Desde su nacimiento mismo el Rimte. 28 estrechó lazos de amistad y compromiso con todas los pueblos y parajes del norte salteño.

En las celebraciones y en los momentos difíciles; en las festividades de cada ciudad, pueblo y comunidad del norte, pero también en las inclemencias climatológicas. El Regimiento 28 de Infantería de Monte “Tte. Cnel. Juana Azurduy”, con asiento en Tartagal, se ha sentido desde su creación misma parte integrante de la comunidad; y ese sentido de pertenencia hace que ante cualquier situación pueblos como Tartagal, General Mosconi, Aguaray, Embarcación, General Ballivián y todo el vasto chaco salteño dirijan su mirada hacia esta unidad militar que nació hace 70 años y que acompañó el crecimiento poblacional, económico, social y educativo del norte argentino.

Su vocación de servicio, su compromiso permanente con quienes más necesitan han hecho del Rimte. 28 una institución querida, valorada y respetada por los norteños. La celebración de sus primeros 70 años de vida no ha hecho más que afianzar ese vínculo y el reconocimiento de las comunidades de la región mientras los hombres y mujeres que conforman el Rimte.. 28 renuevan su compromiso de servir a la patria, representada por este puñado de comunidades norteñas, con honor, compromiso y dignidad.

Su creación

La guerra del Gran Chaco que enfrentó militarmente a Bolivia y Paraguay entre los años 1935 y 1938 ameritó que en aquellos años el Gobierno argentino decidiera el traslado de una unidad militar que diera protección a los territorios ubicados en el actual chaco salteño, al oeste del río Pilcomayo, colindante con esas dos naciones vecinas. Esa primera avanzada del ejército argentino se produjo, tal como lo recordara en su discurso el actual jefe del Regimiento 28 de Infantería, Tte. Cnel. Darío Gabriel Banchio, el 16 de septiembre de 1932, fecha en que se instalaba en la localidad de Aguaray un batallón perteneciente al Regimiento 18 donde permaneció hasta mediados de 1935; en coincidencia con la tregua entre las dos naciones y la paz duradera de la cual Argentina fue uno de los garantes, el batallón regresó a su asiento en Santiago del Estero.

Pero en ese corto período de permanencia el vínculo con las comunidades de frontera se había hecho firme, sólido.

“En franca camaradería con la comunidad el ejército daba origen a un club de tiro y a una banda de música que albergaba a la juventud local”, recordó Banchio en su discurso.

Petición tartagalense

En el mes de enero del año 1939 una brigada perteneciente al regimiento 18 de Caballería se instaló en la ciudad de San Ramón de la Nueva Orán.
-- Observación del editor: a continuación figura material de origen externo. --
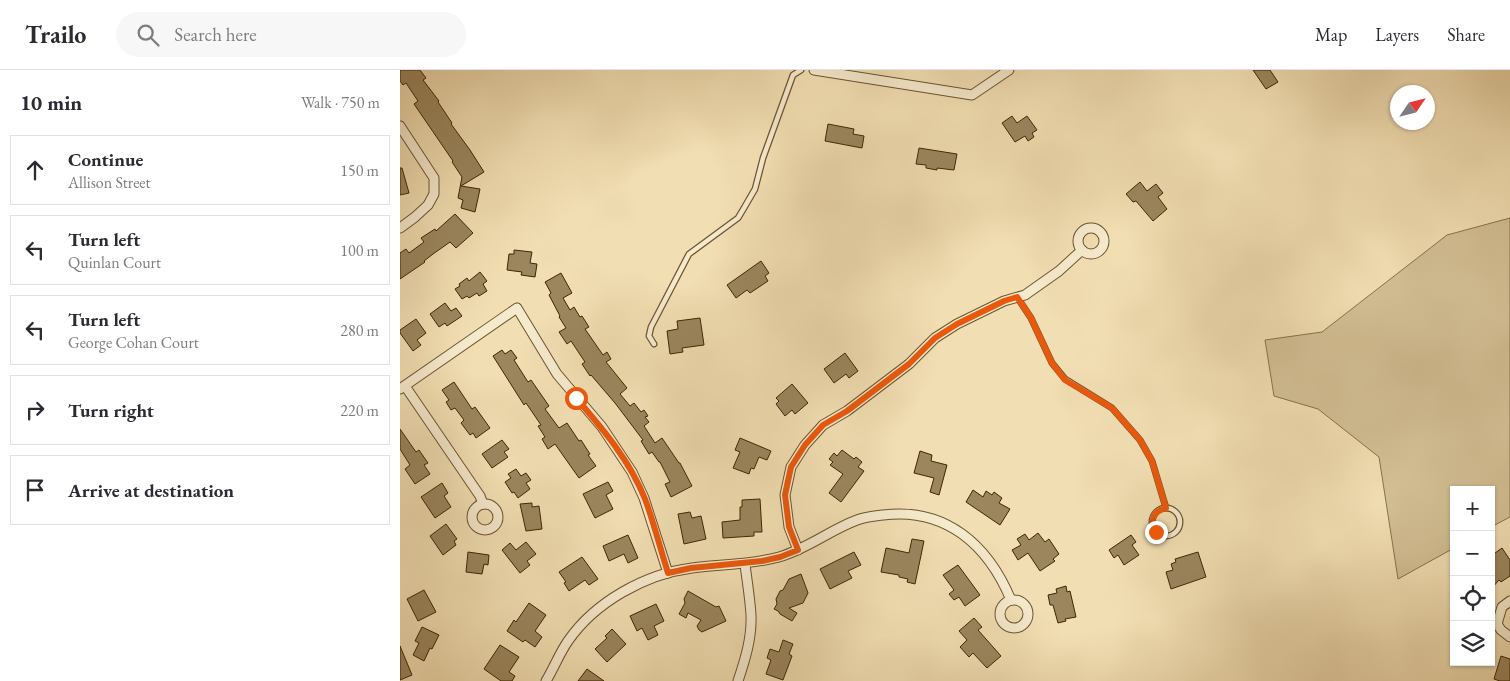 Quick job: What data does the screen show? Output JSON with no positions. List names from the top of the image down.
{
  "north": "top right",
  "page": {
    "header": "Trailo",
    "search": "Search here",
    "nav": ["Map", "Layers", "Share"],
    "heading": ["10 min", "Walk · 750 m"],
    "list": [
      ["Continue", "Allison Street", "150 m"],
      ["Turn left", "Quinlan Court", "100 m"],
      ["Turn left", "George Cohan Court", "280 m"],
      ["Turn right", "220 m"],
      "Arrive at destination"
    ],
    "map_buttons": ["+", "−"]
  }
}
Pero fueron las fuerzas vivas de Tartagal, una pujante comunidad integrada por comerciantes provenientes de diferentes provincias argentinas e inmigrantes, quienes tuvieron la iniciativa de pedirle a las autoridades nacionales la instalación definitiva de una unidad militar en Tartagal.
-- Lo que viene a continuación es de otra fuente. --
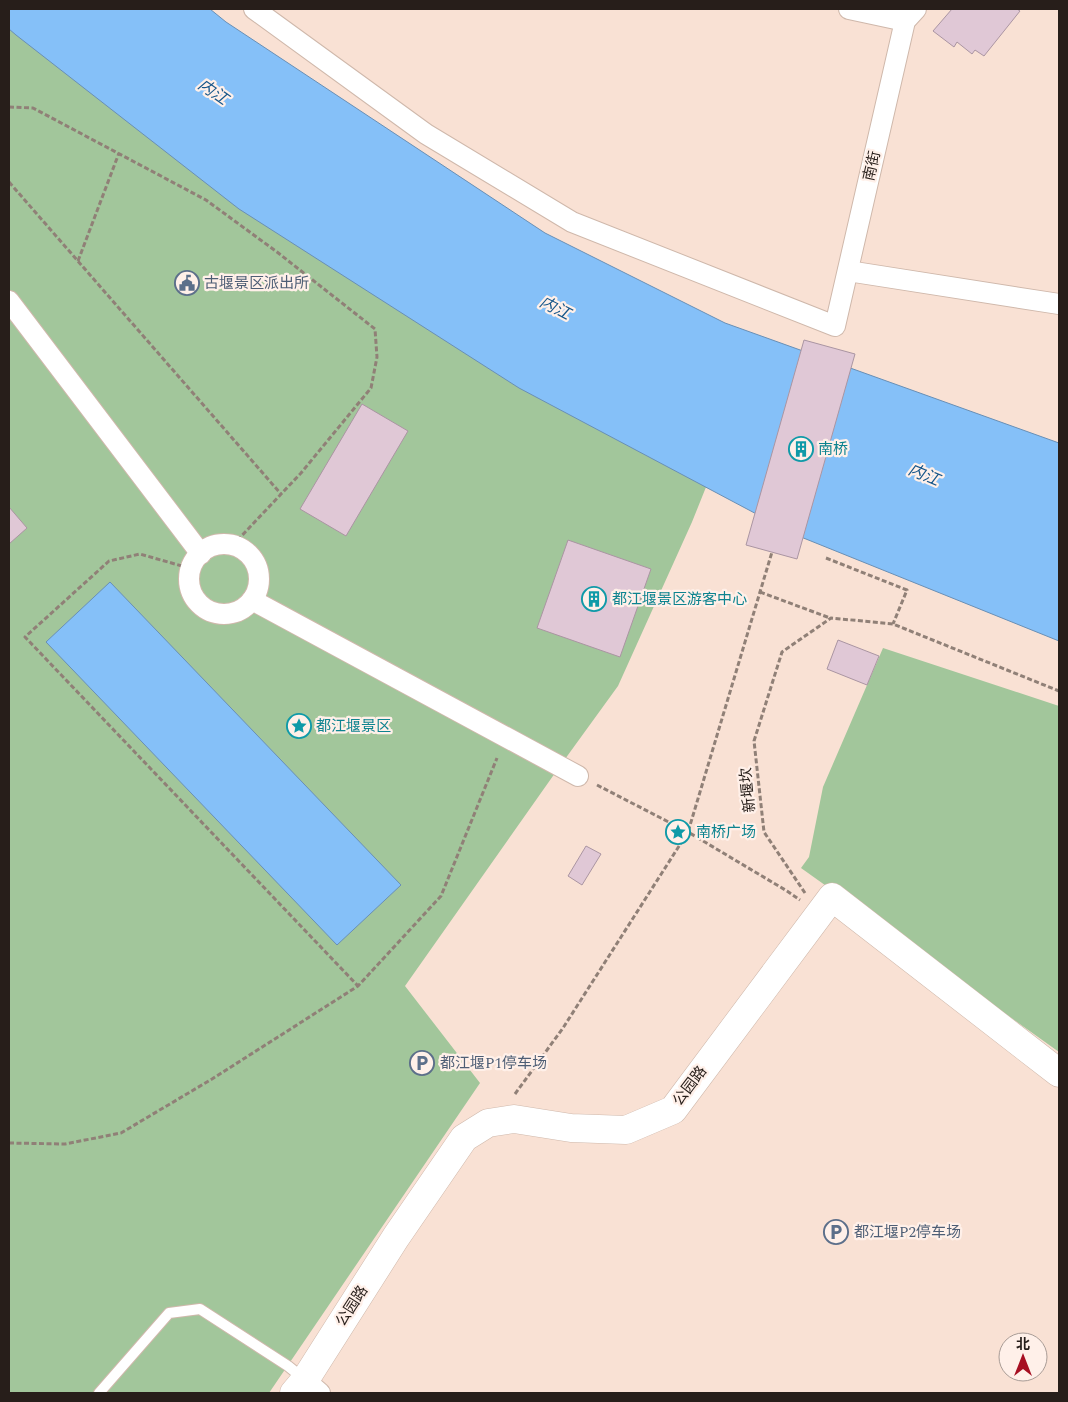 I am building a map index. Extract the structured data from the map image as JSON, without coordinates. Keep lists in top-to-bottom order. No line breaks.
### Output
{"streets":{"street":["南街","公园路"],"path":["新堰坎"]},"crossings":[["新堰坎","公园路"]],"water":["内江"],"places":{"public building":["古堰景区派出所"],"building":["南桥","都江堰景区游客中心"],"place":["都江堰景区","南桥广场"],"parking":["都江堰P1停车场","都江堰P2停车场"]},"north":"top"}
Fue así que dos años más tarde arribaban las tropas del Regimiento con asiento en Tucumán quienes ocuparon las laderas de los cerros del oeste donde permanecieron varios meses. “El honor de vigías septentrionales le cupo entonces al tercer Batallón del Regimiento 20 Cazadores de los Andes de Jujuy, quienes en 1943 inauguraban las instalaciones ya construidas, estableciendose así la actual guarnición militar, el 15 de diciembre de ese año” expresó el actual jefe del Rimte. 28, al realizar una reseña histórica de los orígenes del Juana Azurduy.

El Regimiento se instaló en el mismo lugar donde habían funcionado las oficinas administrativas, el hospital y otras dependencias de la compañía americana Standar Oil.

La construcción de estilo californiano que fue ampliada y mejorada a través de los años, permanece casi inalterables en su estilo por lo que arquitectónicamente las instalaciones del Rimte. retrotraen a aquellas épocas reflejadas en las páginas históricas que vivió el norte argentino.